León.
Su reacción era un enigma indescifrable. Sus ojos, húmedos de lágrimas, brillaban con una intensidad que oscilaba entre el dolor más profundo y una ira contenida que amenazaba con desbordarse. Había algo en su mirada, una mezcla caótica de emociones que bordeaba la histeria, y yo no lograba descifrar qué era lo que la había alterado tanto.
¿Se enfureció porque descubrí su misión secreta de seguir a Lorenzo Claude? Esa idea, por absurda que pareciera, era plausible y a la vez increíble. O quizá lo que realmente la desarmó fue que yo, precisamente yo, fuera el primero en reconocerla, desmontando su fachada antes de que pudiera controlarla.
Por un instante, me sentí completamente perdido. No supe cómo reaccionar ni qué palabras podían desactivar esa tormenta que se reflejaba en su rostro. Y entonces, rompió el silencio con una exclamación que parecía venir desde lo más profundo de su ser, una confesión que no sabía si estaba dirigida a mí o a ella misma:
—¡Dios mío! ¡Todas esas cosas que te permití que me hicieras!
Su voz, cargada de una mezcla de culpa, furia y vulnerabilidad, resonó en el aire como un disparo que me dejó inmóvil. De repente, comprendí que esas palabras no solo eran un reclamo, sino una verdad desgarradora que revelaba más de lo que quizá estaba dispuesta a admitir.
¿Soy un idiota incapaz de entender la lógica femenina? Desde mi perspectiva, no había nada alarmante en lo que acababa de suceder. De hecho, solo veía ventajas. Por fin entendía ese anhelo extraño y visceral que sentía por Diana: la conexión casi magnética que nació con un solo toque, esa atracción incontrolable que me impedía apartarme de ella.
—Diana, por favor, déjame llevarte a casa. Cálmate, y lo hablaremos más tarde —sugerí, esforzándome por sonar conciliador.

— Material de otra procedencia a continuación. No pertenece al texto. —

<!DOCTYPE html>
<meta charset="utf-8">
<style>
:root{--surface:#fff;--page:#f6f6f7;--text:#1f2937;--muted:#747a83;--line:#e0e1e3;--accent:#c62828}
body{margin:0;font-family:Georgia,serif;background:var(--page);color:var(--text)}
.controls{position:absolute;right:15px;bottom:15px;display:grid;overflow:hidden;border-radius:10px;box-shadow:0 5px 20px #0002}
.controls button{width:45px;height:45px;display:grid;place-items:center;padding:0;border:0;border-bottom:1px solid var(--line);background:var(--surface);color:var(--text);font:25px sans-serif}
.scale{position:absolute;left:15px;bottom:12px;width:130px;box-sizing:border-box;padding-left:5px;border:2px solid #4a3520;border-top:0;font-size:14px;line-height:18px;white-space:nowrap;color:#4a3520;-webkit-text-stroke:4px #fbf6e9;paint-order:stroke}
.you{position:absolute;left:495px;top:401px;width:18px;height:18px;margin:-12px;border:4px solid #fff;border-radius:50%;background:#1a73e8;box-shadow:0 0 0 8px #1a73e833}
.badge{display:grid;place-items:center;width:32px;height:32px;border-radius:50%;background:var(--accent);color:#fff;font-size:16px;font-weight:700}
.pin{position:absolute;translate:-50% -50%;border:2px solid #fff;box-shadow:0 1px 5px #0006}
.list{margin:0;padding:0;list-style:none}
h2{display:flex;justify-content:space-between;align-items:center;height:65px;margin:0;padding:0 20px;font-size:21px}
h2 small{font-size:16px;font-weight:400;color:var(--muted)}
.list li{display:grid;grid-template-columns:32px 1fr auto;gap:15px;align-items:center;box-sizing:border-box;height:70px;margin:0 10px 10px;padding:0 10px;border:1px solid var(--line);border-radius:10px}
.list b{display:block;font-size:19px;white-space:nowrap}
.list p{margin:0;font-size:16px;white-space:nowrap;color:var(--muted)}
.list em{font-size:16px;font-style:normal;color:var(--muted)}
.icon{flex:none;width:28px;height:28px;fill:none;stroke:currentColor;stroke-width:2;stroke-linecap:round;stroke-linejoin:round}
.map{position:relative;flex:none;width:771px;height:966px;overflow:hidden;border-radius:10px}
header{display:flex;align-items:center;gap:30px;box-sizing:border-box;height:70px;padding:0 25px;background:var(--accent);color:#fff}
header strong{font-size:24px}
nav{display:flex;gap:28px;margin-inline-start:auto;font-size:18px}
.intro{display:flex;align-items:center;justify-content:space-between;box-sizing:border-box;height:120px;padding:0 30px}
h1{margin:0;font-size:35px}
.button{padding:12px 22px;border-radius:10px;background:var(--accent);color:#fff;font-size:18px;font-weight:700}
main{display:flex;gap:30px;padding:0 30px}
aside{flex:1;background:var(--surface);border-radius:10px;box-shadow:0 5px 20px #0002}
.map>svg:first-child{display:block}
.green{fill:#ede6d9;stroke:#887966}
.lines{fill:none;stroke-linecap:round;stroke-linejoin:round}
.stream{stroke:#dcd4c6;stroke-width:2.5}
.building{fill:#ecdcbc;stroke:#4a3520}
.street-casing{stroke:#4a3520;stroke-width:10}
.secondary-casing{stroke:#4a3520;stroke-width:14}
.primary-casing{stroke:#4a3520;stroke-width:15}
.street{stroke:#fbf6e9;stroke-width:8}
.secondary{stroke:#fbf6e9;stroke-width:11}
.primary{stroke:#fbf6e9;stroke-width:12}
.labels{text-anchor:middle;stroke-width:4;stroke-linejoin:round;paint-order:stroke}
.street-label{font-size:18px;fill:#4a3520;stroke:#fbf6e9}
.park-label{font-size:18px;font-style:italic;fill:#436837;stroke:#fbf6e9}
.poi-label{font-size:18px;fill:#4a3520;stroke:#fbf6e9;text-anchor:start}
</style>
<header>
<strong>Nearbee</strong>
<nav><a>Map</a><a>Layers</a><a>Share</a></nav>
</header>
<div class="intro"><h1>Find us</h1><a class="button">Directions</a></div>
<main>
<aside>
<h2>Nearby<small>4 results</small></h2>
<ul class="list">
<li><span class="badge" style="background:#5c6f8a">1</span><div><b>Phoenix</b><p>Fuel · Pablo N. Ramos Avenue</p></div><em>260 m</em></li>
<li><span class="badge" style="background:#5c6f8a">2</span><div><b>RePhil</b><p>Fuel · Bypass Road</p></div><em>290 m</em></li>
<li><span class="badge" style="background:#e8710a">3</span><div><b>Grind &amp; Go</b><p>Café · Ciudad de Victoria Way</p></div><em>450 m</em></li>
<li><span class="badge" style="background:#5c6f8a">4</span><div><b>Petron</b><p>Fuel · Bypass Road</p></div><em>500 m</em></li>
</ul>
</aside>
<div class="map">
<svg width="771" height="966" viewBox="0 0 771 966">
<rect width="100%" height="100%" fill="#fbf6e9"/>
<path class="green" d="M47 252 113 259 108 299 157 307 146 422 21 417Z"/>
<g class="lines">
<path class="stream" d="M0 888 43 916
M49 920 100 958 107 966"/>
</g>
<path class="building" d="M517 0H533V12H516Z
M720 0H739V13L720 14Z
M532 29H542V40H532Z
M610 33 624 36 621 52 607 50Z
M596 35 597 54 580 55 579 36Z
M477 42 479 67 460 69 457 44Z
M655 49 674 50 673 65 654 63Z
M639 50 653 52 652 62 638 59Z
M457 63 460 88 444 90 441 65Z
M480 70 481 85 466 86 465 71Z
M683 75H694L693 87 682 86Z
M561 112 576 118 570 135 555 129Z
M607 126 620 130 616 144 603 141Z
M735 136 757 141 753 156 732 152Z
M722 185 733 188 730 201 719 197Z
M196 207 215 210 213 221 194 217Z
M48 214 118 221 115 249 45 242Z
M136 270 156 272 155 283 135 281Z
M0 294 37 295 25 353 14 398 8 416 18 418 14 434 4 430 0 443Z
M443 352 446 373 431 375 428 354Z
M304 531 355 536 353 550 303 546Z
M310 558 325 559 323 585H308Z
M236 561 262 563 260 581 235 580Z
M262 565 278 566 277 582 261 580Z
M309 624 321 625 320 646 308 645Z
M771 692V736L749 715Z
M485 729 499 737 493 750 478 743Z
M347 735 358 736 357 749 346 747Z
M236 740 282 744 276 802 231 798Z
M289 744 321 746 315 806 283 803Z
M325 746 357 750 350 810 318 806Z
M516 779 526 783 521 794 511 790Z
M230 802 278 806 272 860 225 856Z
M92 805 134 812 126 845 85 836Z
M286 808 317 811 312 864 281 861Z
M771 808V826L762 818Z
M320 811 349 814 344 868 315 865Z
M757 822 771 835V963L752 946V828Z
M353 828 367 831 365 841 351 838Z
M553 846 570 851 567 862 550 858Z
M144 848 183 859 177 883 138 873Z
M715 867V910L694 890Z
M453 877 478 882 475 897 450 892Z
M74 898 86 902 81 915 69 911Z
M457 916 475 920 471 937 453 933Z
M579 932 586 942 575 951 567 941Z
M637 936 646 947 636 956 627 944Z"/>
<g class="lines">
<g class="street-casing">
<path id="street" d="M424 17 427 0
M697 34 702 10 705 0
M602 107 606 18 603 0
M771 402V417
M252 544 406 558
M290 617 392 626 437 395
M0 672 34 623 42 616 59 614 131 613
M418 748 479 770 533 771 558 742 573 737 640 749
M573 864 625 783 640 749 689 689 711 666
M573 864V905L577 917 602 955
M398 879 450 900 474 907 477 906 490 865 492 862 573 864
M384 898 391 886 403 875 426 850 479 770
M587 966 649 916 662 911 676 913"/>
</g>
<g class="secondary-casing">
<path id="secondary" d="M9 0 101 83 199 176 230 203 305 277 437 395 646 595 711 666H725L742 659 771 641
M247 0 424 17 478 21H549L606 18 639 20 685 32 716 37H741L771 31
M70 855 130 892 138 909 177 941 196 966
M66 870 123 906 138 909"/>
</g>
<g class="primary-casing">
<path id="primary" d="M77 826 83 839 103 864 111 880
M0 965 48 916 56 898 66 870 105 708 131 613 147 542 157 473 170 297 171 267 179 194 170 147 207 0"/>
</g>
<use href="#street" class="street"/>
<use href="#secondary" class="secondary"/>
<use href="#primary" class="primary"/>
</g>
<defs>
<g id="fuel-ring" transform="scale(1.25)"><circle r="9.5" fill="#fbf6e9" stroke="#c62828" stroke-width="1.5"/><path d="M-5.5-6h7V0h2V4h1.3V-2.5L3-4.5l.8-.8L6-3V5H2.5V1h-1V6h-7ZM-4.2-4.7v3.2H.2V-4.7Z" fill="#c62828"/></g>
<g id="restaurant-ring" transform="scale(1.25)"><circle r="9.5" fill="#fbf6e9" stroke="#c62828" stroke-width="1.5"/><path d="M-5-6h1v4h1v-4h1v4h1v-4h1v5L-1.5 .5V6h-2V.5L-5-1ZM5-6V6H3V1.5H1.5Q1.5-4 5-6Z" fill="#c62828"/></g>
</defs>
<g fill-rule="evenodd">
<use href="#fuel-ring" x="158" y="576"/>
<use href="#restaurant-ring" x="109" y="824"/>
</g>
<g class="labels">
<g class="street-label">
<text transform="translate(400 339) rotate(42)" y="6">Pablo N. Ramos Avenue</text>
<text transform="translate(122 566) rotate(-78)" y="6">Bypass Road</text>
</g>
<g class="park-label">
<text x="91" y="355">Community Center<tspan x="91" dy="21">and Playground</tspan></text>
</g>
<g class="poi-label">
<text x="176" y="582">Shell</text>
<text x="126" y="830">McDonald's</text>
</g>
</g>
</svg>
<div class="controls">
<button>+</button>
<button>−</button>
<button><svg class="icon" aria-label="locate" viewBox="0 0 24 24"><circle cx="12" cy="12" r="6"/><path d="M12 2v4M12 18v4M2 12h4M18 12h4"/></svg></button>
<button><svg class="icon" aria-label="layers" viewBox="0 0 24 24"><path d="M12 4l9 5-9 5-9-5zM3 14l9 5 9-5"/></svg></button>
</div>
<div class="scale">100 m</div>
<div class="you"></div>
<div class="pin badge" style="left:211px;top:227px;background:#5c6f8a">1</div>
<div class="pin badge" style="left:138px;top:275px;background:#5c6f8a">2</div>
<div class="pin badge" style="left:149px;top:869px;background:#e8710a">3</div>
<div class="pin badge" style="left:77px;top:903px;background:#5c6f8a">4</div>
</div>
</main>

—Todavía sé cómo tomar un taxi, gracias —espetó con una frialdad cortante. Su mirada, tan penetrante como un cuchillo, me dejó sin palabras. Luego, como si no hubiera escuchado mi oferta, añadió con una determinación helada: —No va a funcionar, León. La Ilusión siempre estará entre nosotros.
Sin darme oportunidad de responder, cogió su bolso y se dirigió a la puerta. Sus tacones resonaron en el suelo como un martillo, marcando su salida abrupta. Ni siquiera se giró para mirarme. Su ira llenaba el aire, cargándolo de electricidad, y me quedé inmóvil, atrapado entre la confusión y el desconcierto.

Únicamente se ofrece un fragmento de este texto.